El presidente del Principado de Asturias, Francisco Álvarez Cascos, anunció ayer, seis meses y medio después de acceder al cargo, la convocatoria de elecciones autonómicas anticipadas para el 25 de marzo. Justificó la decisión por la imposibilidad de aprobar los Presupuestos de este año, ya que el proyecto de cuentas de la comunidad fue rechazado la semana pasada con los votos en contra del PSOE y PP.
«El Presupuesto -dijo Cascos tras firmar la convocatoria de los comicios- es el libro de cabecera de un Gobierno; sin Presupuesto no hay programa de gobierno» y, por tanto, es imposible gobernar.
Los resultados de las elecciones autonómicas del 22 de mayo en Asturias hacían prever una difícil legislatura porque condenaban al Ejecutivo que resultase a estar en minoría legislativa. Pero lo que no entraba en los cálculos de nadie, al menos fuera del Principado, era que el carácter volcánico del presidente autonómico, ante el primer revés serio en el Parlamento, iba a propiciar la solución más drástica: punto final a la legislatura a los seis meses y medio de arrancar, disolución de la Cámara autonómica y convocatoria elecciones anticipadas el 25 de marzo, el mismo día que Andalucía.
Cascos, fundador y líder indiscutido del Foro Asturias, denunció que el PSOE y el PP urdieron un «complot» contra su Ejecutivo para forzarle a gobernar con los Presupuestos prorrogados del año pasado.
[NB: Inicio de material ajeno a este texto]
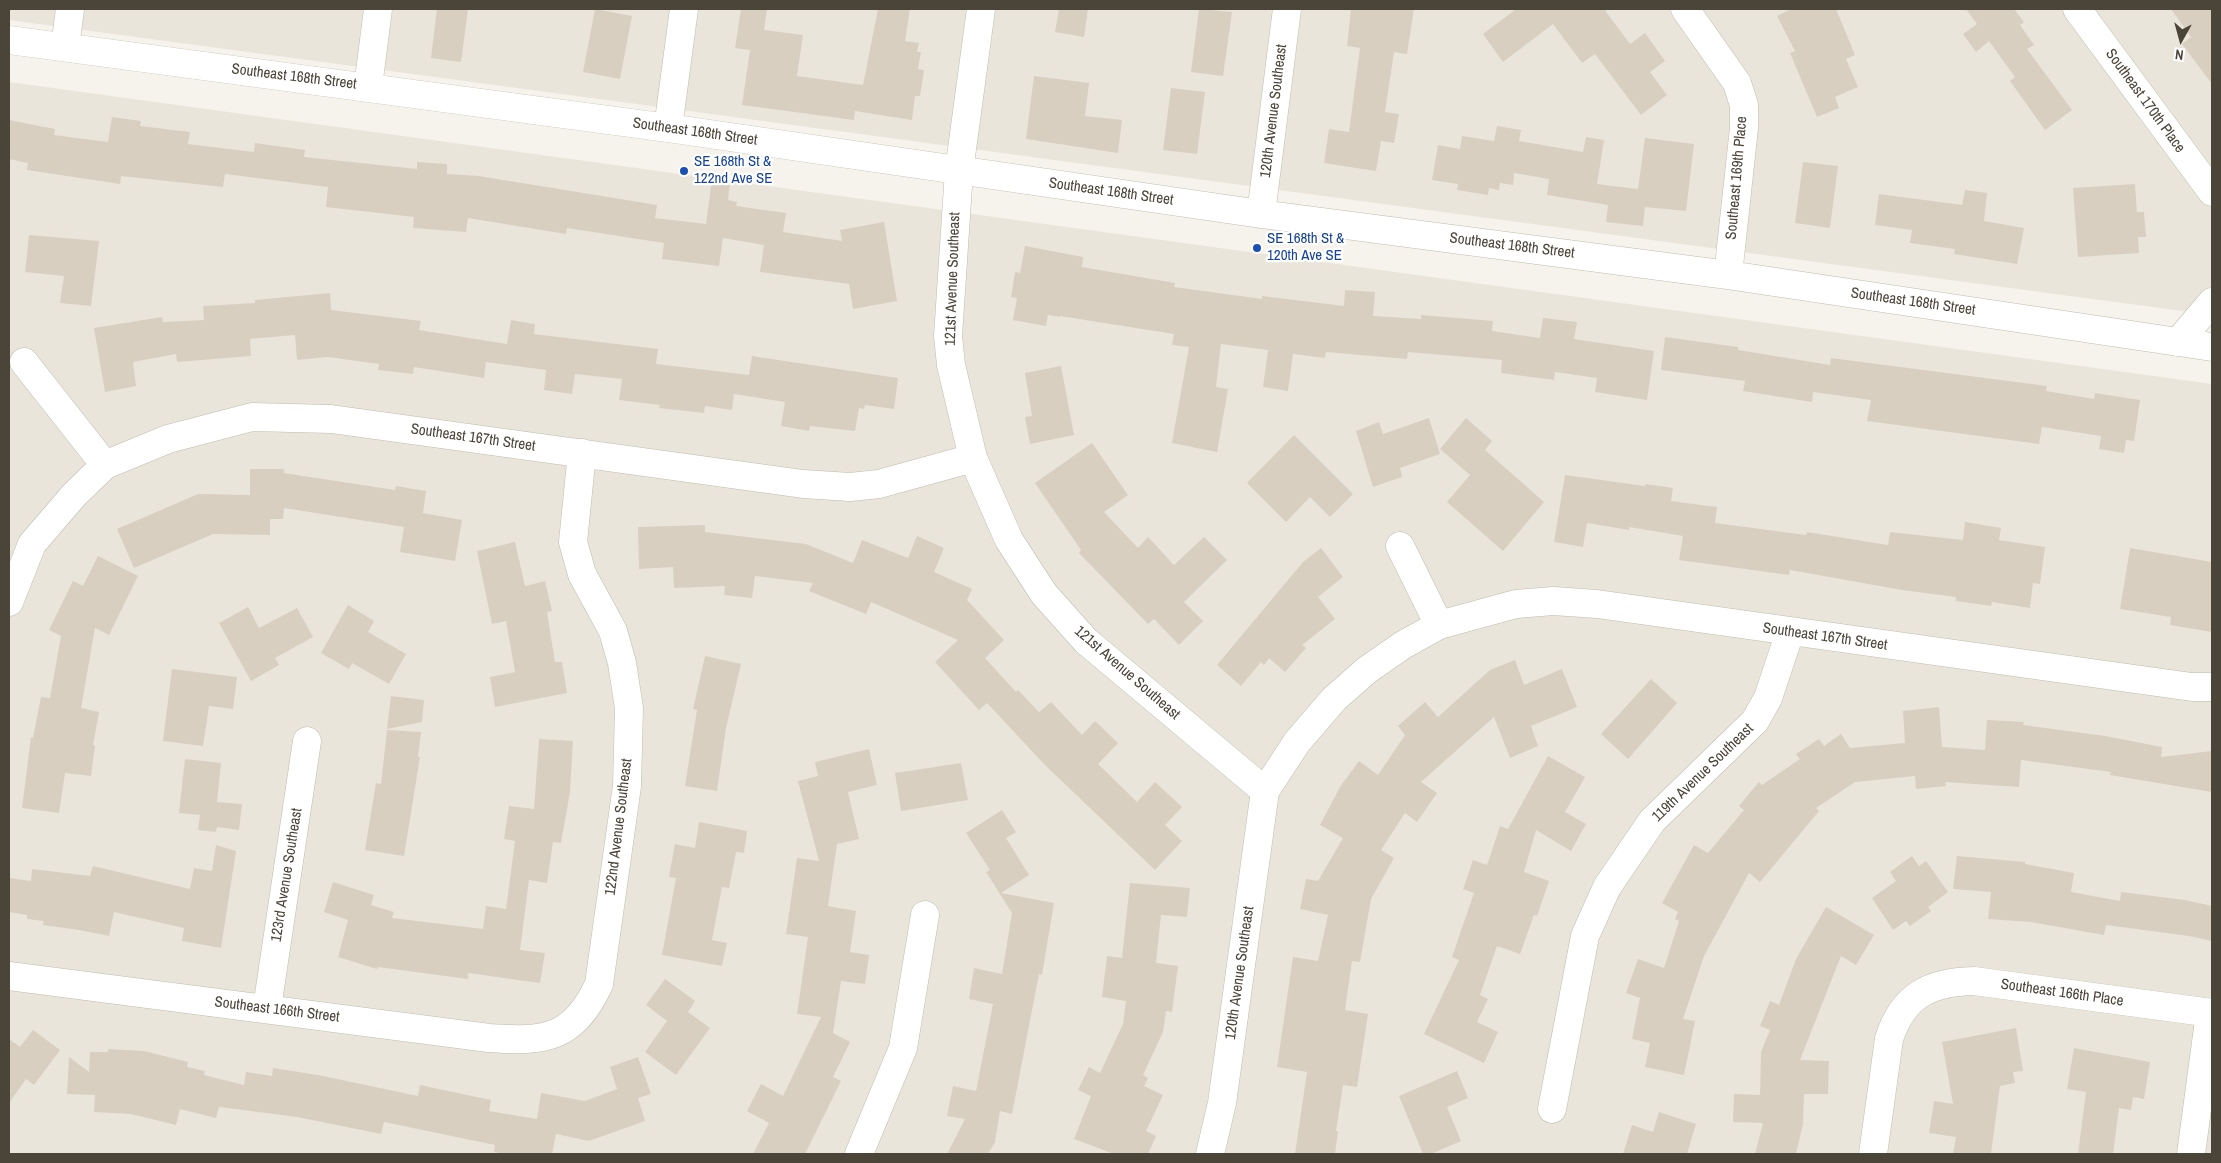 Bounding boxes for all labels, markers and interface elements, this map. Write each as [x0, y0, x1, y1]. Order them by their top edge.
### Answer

De haberlo hecho, agregó el gobernante en una comparecencia sin preguntas, hubiera supuesto un «suicidio» económico y social porque con esas cuentas el Principado tendría este año déficit de por lo menos 600 millones de euros, salvo que se hubiera aplicado un recorte brutal en todos los servicios sociales, incluidos Educación y Sanidad.
El exsecretario general del PP y exvicepresidente del Ejecutivo con José María Aznar denunció la existencia de una «anómala alianza» de socialistas y populares para «impedir» que gobernase y para abortar «el programa del cambio» que pensaba poner en marcha. Cascos explicó que optó por el adelanto electoral para no ser «cómplice pasivo» de esa «trama» tejida por el PSOE y PP, para la que Asturias es «su cortijo» y que trata de proteger «intereses inconfesables en chiringuitos sectarios». La decisión provocó una sorpresa absoluta en el Gobierno de Mariano Rajoy, así como en el PP y PSOE.
Tras las elecciones autonómicas del 22 de mayo, el Foro Asturias obtuvo 16 diputados aunque no fue la fuerza más votada, distinción que correspondió al PSOE con 177.714 papeletas, 126 más que la fuerza regionalista de Cascos. Sin embargo, por la distribución en circunscripciones de la comunidad se quedó en 15 escaños. El PP obtuvo el tercer lugar con 10 diputados e Izquierda Unida, cuatro. Esta correlación de fuerzas y la negativa de todos a pactar hizo imposible conformar un gobierno con mayoría. El hecho de que el de Asturias fuera el último Ejecutivo en constituirse tras las elecciones del 22 de mayo -lo hizo el 15 de julio- da una idea de la complejidad de la situación.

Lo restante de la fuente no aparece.